1957年劇場公開の黒澤明監督作品です。劇場で鑑賞すると、お城のセットの巨大さに驚きます。シェークスピアの「マクベス」の黒澤流翻案らしいが、肝心の「マクベス」を勉強不足で僕はよく知らない(笑)。一流のエンターテインメント、「七人の侍」(54)や「用心棒」(61)とは違い、一度観ただけでは面白さは解りません。何やら能のスタイルが堅苦しく、セリフや挿入歌(ご詠歌みたいでカッタルイ)の言い回しが古いので、字幕での鑑賞をオススメ致します。
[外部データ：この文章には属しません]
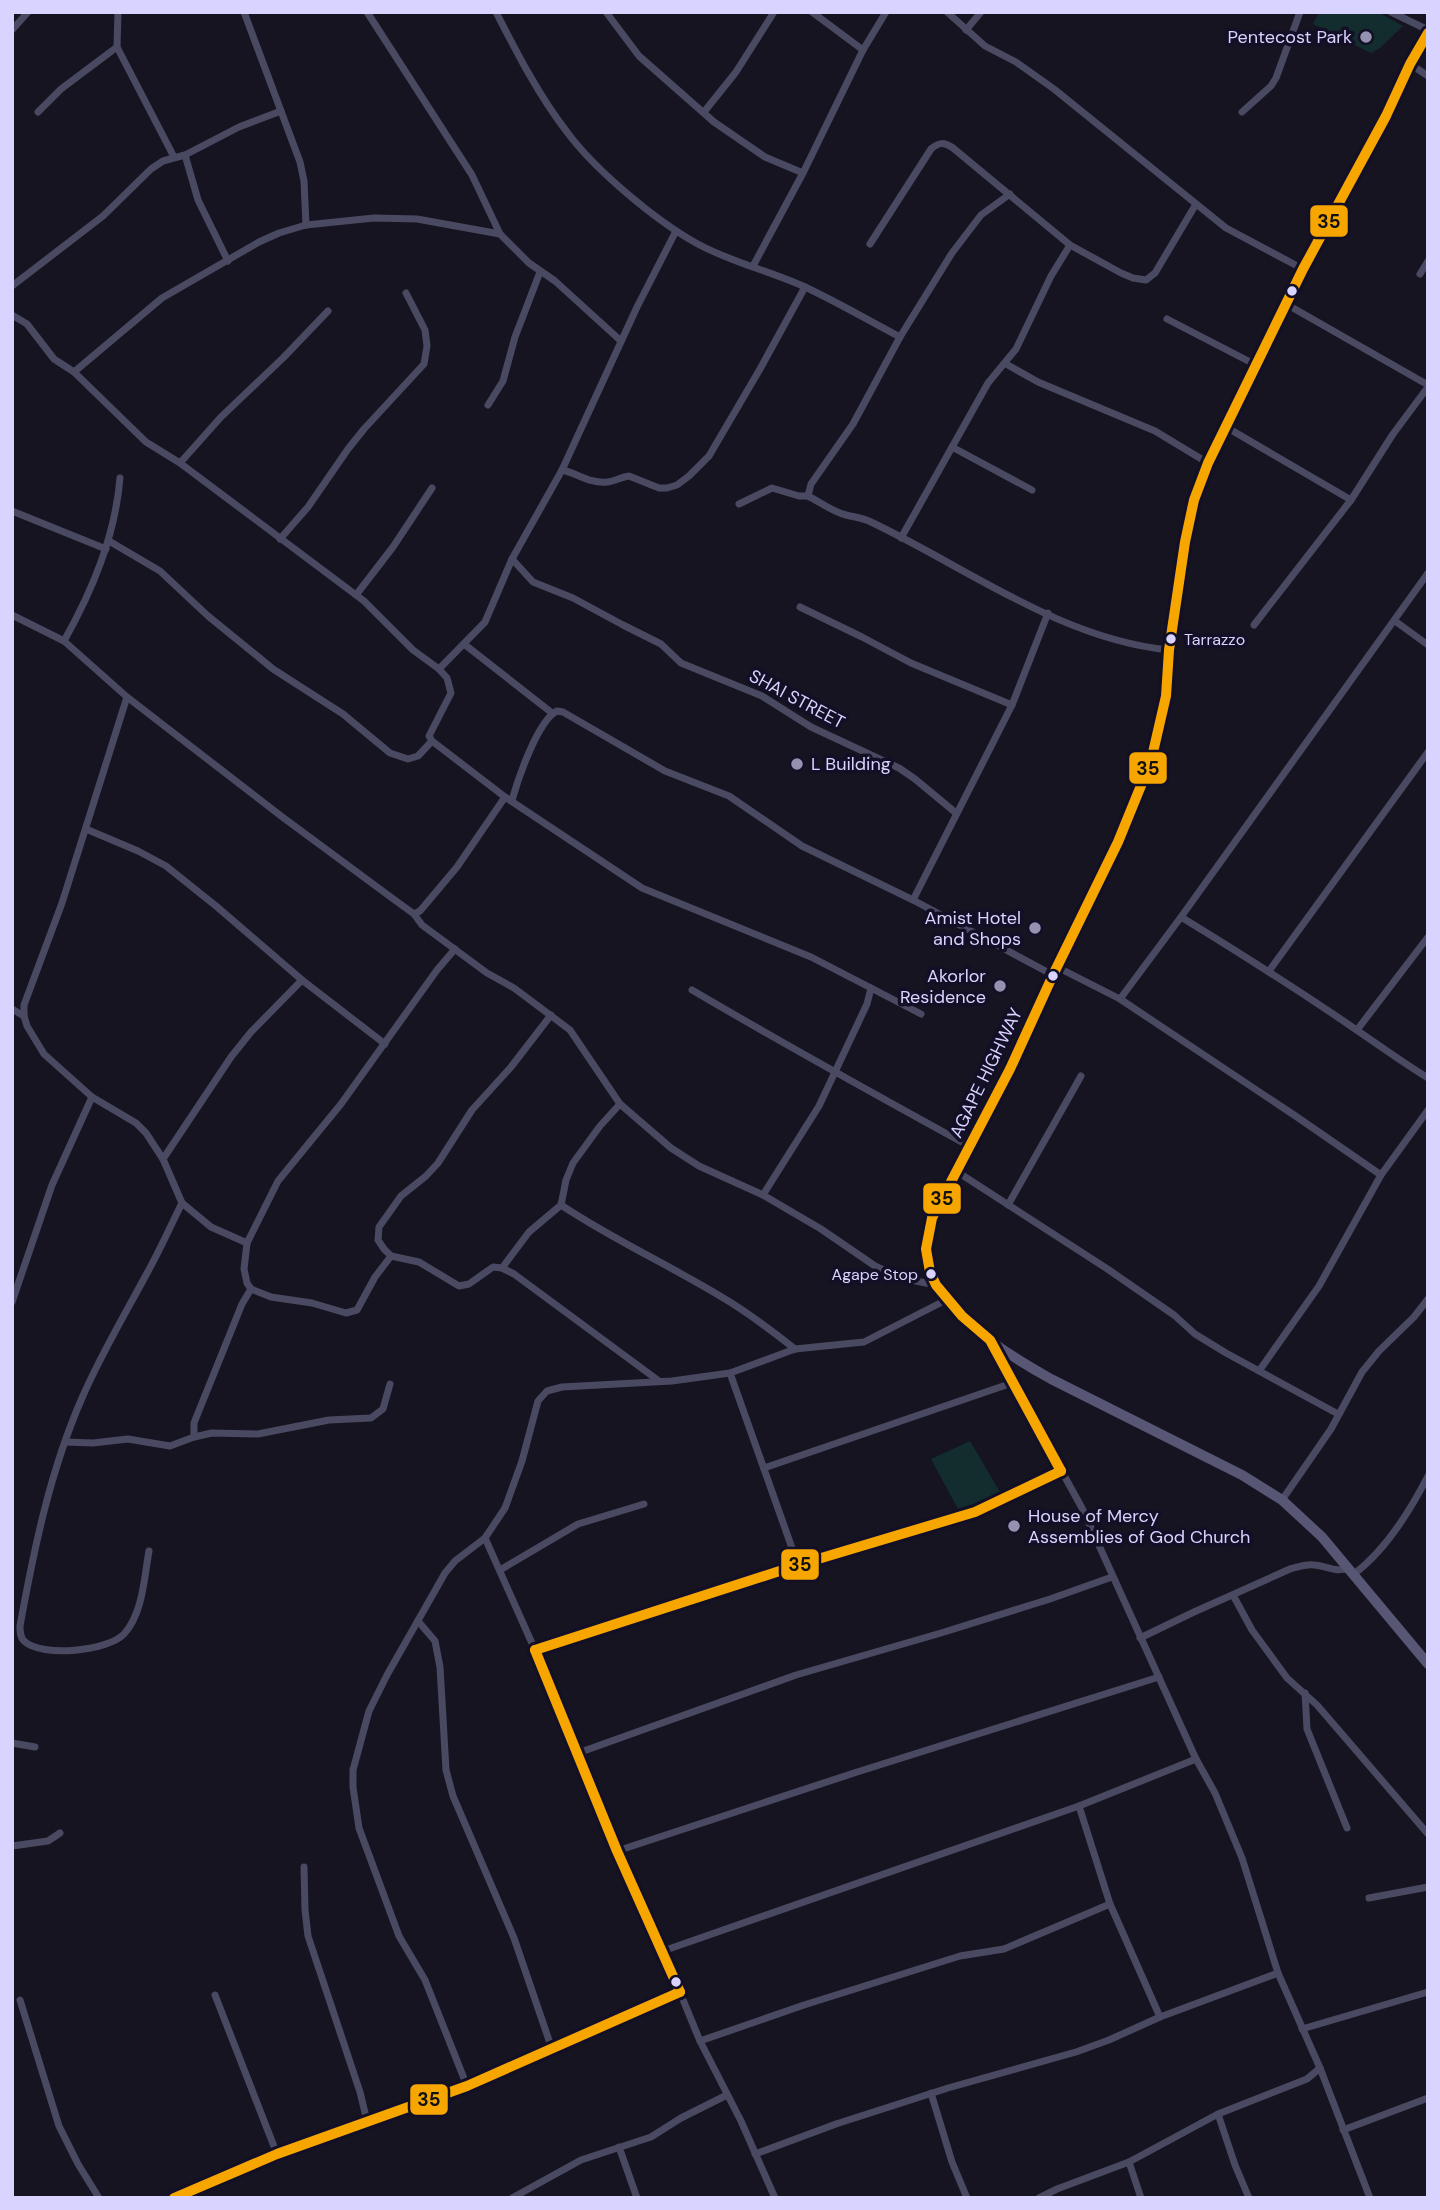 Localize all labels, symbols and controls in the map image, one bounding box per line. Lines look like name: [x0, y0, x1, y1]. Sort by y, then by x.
place label: Pentecost Park: [1227, 25, 1352, 49]
marker: Pentecost Park: [1358, 29, 1374, 45]
line badge: 35: [1309, 204, 1349, 238]
text: 35: [1317, 209, 1341, 234]
unlabelled marker: [1285, 284, 1299, 298]
place label: Tarrazzo: [1184, 629, 1245, 650]
marker: Tarrazzo: [1164, 632, 1178, 646]
street label: SHAI STREET: [745, 664, 849, 734]
line badge: 35: [1128, 751, 1168, 785]
place label: L Building: [811, 752, 891, 776]
marker: L Building: [789, 756, 805, 772]
text: 35: [1136, 756, 1160, 781]
place label: Amist Hotel and Shops: [925, 906, 1021, 951]
marker: Amist Hotel and Shops: [1027, 920, 1043, 936]
place label: Akorlor Residence: [900, 964, 986, 1009]
unlabelled marker: [1046, 969, 1060, 983]
marker: Akorlor Residence: [992, 978, 1008, 994]
street label: AGAPE HIGHWAY: [944, 1003, 1028, 1142]
line badge: 35: [922, 1182, 962, 1215]
text: 35: [930, 1186, 954, 1211]
place label: Agape Stop: [832, 1264, 918, 1285]
marker: Agape Stop: [924, 1267, 938, 1281]
place label: House of Mercy Assemblies of God Church: [1028, 1504, 1250, 1549]
marker: House of Mercy Assemblies of God Church: [1006, 1518, 1022, 1534]
line badge: 35: [780, 1548, 820, 1581]
text: 35: [788, 1552, 812, 1577]
unlabelled marker: [669, 1975, 683, 1989]
line badge: 35: [409, 2083, 449, 2116]
text: 35: [417, 2087, 441, 2112]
武将の鷲津武時(三船敏郎)は藤巻某の謀反を鎮圧し、竹馬の友で盟友の武将・三木義照(千秋實)と共に二騎で主君・都築国春(佐々木孝丸)が報告を待つ蜘蛛巣城へと向かう。2人は突然の嵐の中、勝手知ったる<蜘蛛手の森>で道に迷い、雷鳴の中、もののけと思われる不思議な老婆(浪花千栄子)に出会う。老婆は「武時が蜘蛛巣城の城主になり、やがては三木の息子が蜘蛛巣城の城主になる」と予言し、突然姿を消す。ここから、武時の人生が少しずつ狂い始める。もともと武時は主君・都築国春に対して忠誠心の強い家来なのだが、老婆のささやきで心の奥底の欲望が覚醒し、人間の業に火が付くのだ(悪いババアだが、<悪魔のささやき>は下克上が当たり前の戦国時代に、まんざらあり得ない選択でも無いのか・・・)。


今回の三船さんは、妻(山田五十鈴)に主殺しをそそのかされ、主君を殺害したことで良心の呵責にさいなまれる。更に、盟友である三木義照も殺し、いよいよ精神がおかしくなって来る。時には怒鳴り、時にはおびえ、そのさまが暗愚なのだ。実に暗く重く、かっこ悪い武将(つまり、ミフネさんらしくない)。結局は破滅へと向かうのだが、松永弾正や斎藤道三、明智光秀など<主殺し>の末路は何故か悲惨だ(真偽には諸説あるらしい)。蛇足ですが、主殺しはイメージがよろしくない。今回の大河ドラマは華のない主人公で最後まで大丈夫なのか・・・?


<女の敵は女>というが、本作では老婆と正室の女2人が、主人公の鬼門になりました。老婆を懐かしの浪花千栄子が演じます(もののけなのに「はぁ~い」といういい方が可愛い)。この方のオロナイン軟膏のホーロー看板は昔、田舎道のいたるところにありました。正室を山田五十鈴が演じます。男をそそのかす役は「リア王」にインスパイアされた「乱」(85)で原田美枝子もやっているが、やっぱり山田五十鈴は巧いねぇ(原田美枝子が下手という訳ではありません、念のため)。


武時の親友の三木義照を千秋實が演じています。三船さん同様、馬の手綱さばきが巧みです。ただ、個人的には「七人の侍」(54)の平八(おおらかでどこかユーモラス)のイメージが強いので、本作のような緊張感でヒリヒリするような役は合っていないと思った。君主・都築国春の知将で、参謀格の小田倉則保を「七人の侍」(54)で官兵衛をやった志村喬が演じます。こっちの世界ではひとかどの武将になったのかと、勝手に喜んでしまった(勝手にパラレルワールド・笑)。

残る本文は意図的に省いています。